When I was 19, I started dating a young man who always showed the highest respect for me. He was very kind, we got along really well, and I was very attracted to him. The only problem was that he couldn’t take me to the temple. We had started talking about marriage, and I told him the temple was where I wanted to be married. After a lot of talking, I started to believe that maybe we could get married at the church and have a temple ceremony a year later when he would be ready to go.
It was after these rationalizing thoughts began to bombard me that something happened.
My cousin was getting married in the Manti Temple that Saturday, and my parents were going to the wedding. My dad asked if I would like to go too.
“Why would I want to get up at five in the morning and drive four hours to sit outside and wait?” I asked.
“I would really like you to come with us. It would mean a lot to all of us,” Dad said. With his words ringing in my ears, I agreed to go.
Saturday my alarm went off at 5:00 A.M. What am I doing? was my first thought. But I got up and was ready to leave with my parents.
It was a beautiful morning and a beautiful drive. The sun was peeking up behind the mountains as we set out for Manti. I sat in the back watching Mom and Dad. They had a strong marriage, and I knew they loved each other very much.
When we arrived at the Manti Temple, I walked with my parents through the doors. There was a sitting area where I could wait for them. I hugged them and watched them as they were greeted warmly by two temple workers.
I sat in the chair for a while and watched people going in. Each one looked very happy, and there seemed to be a calmness in their eyes.
A few minutes had passed when I saw my grandma and grandpa come around the corner where my parents had disappeared. They were dressed in white, and they were holding hands as they approached me. They gave me a hug and told me they loved me. A few minutes later, my aunt and uncle walked in. They, too, embraced me and expressed their love for me. A third time this happened with a different uncle and aunt.
After they had all gone in for the ceremony, I stepped outside to look around the temple grounds. The thought of the visits I had just experienced wouldn’t leave me. I knew my family loved me, and I loved them. But all the love in the world could not let me go with them into the temple. They could come out to visit me, but I couldn’t go in.
Suddenly a wave of understanding hit me. That was exactly how it would be in the life after this one. No matter how much love we had for each other as family, I would not be allowed to be with them forever if I wasn’t worthy to go to the temple now. The desire to be able to go inside and join my family was overwhelming. For a moment I felt deep despair, but then, just as quickly, I felt washed over with love that I’d never felt before. I knew my Heavenly Father loved me.

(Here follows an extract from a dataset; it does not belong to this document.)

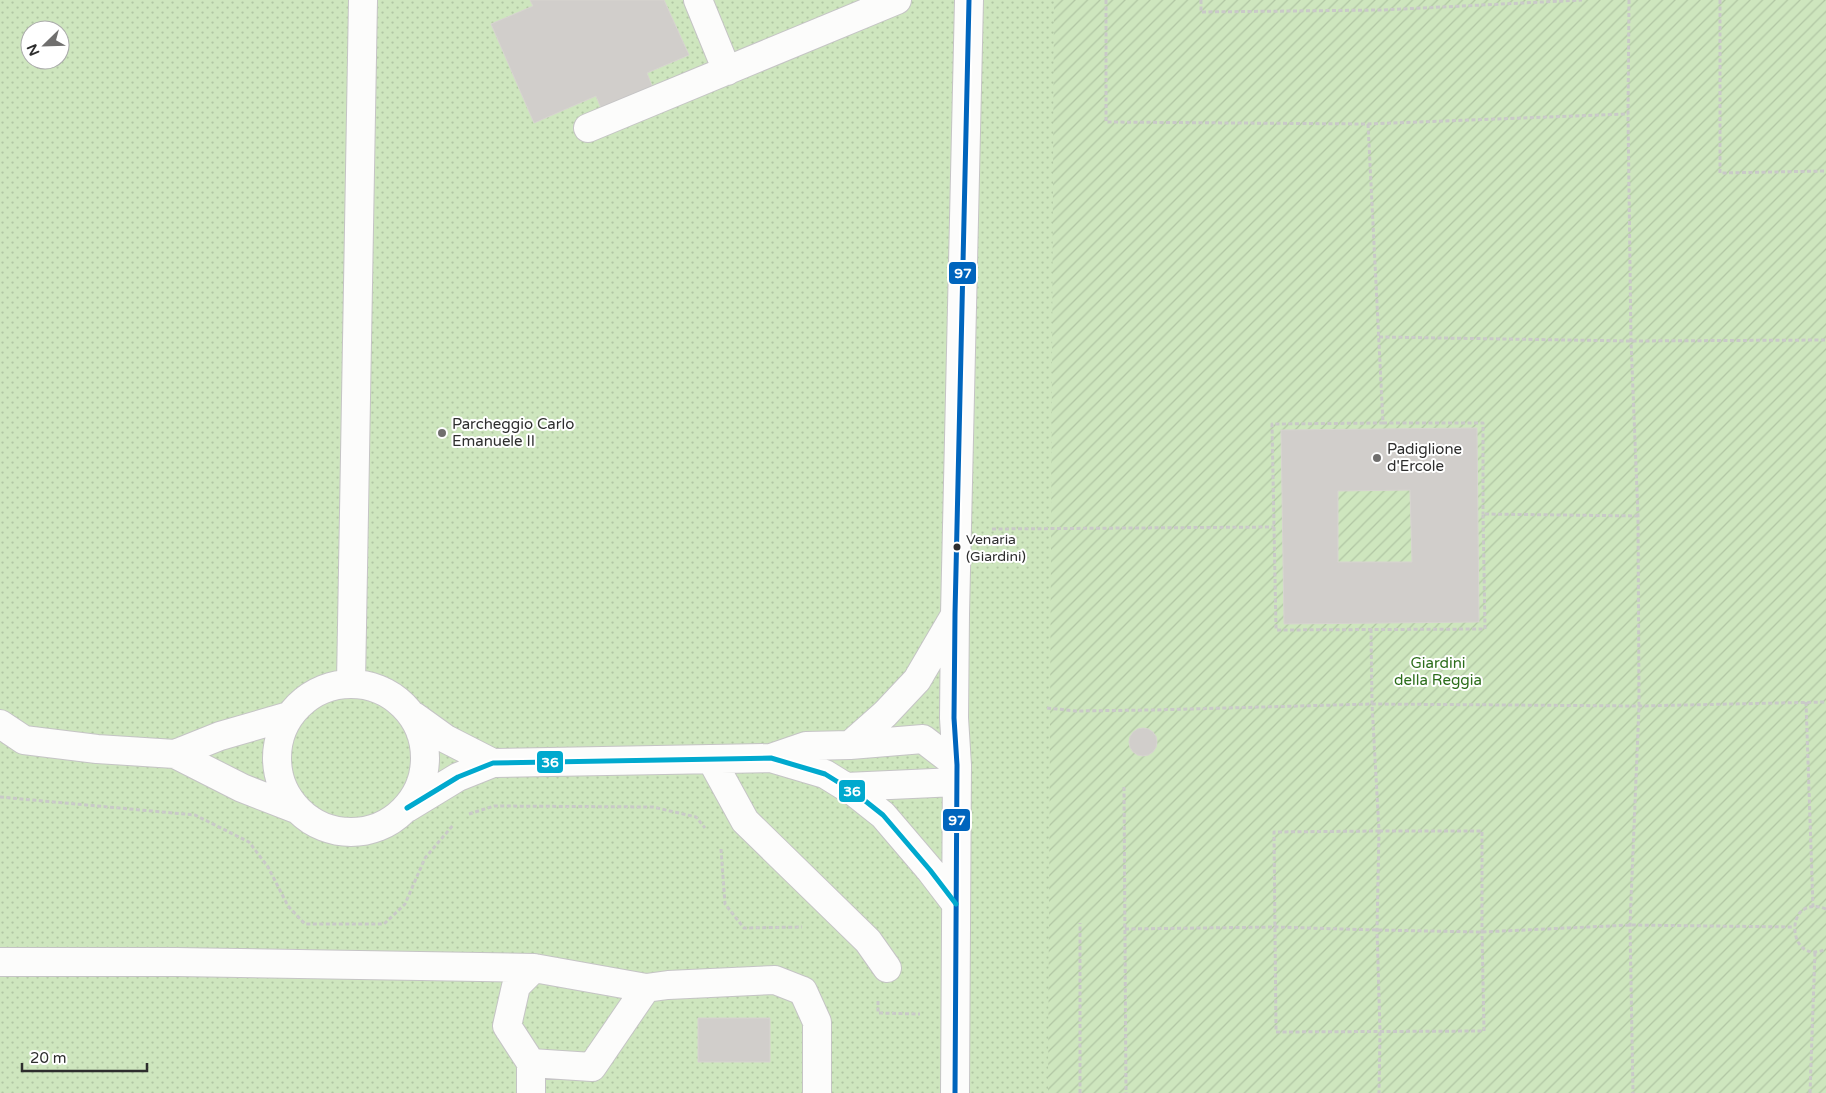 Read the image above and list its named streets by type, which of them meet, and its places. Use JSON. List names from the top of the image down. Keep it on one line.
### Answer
{"parks":["Giardini della Reggia"],"places":["Parcheggio Carlo Emanuele II","Padiglione d'Ercole","Venaria (Giardini)"],"lines":["transit line 97","transit line 36"],"scale_bar":"20 m","north":"bottom left"}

After this experience, I decided to break up with the young man I had been seeing. But it wasn’t too many months later that I met and fell in love with a young man who was worthy to go to the temple, and the one we chose to be married in was the Salt Lake Temple. As I knelt across the altar from my eternal companion, I couldn’t help but think of that day in Manti. I then glanced around the room at all my family. Each one loved me, and I knew my Heavenly Father was pleased with the decisions I had made. It was the beginning of a welding of two lives together—a union that would continue into eternity if we lived worthy of the covenants we had made.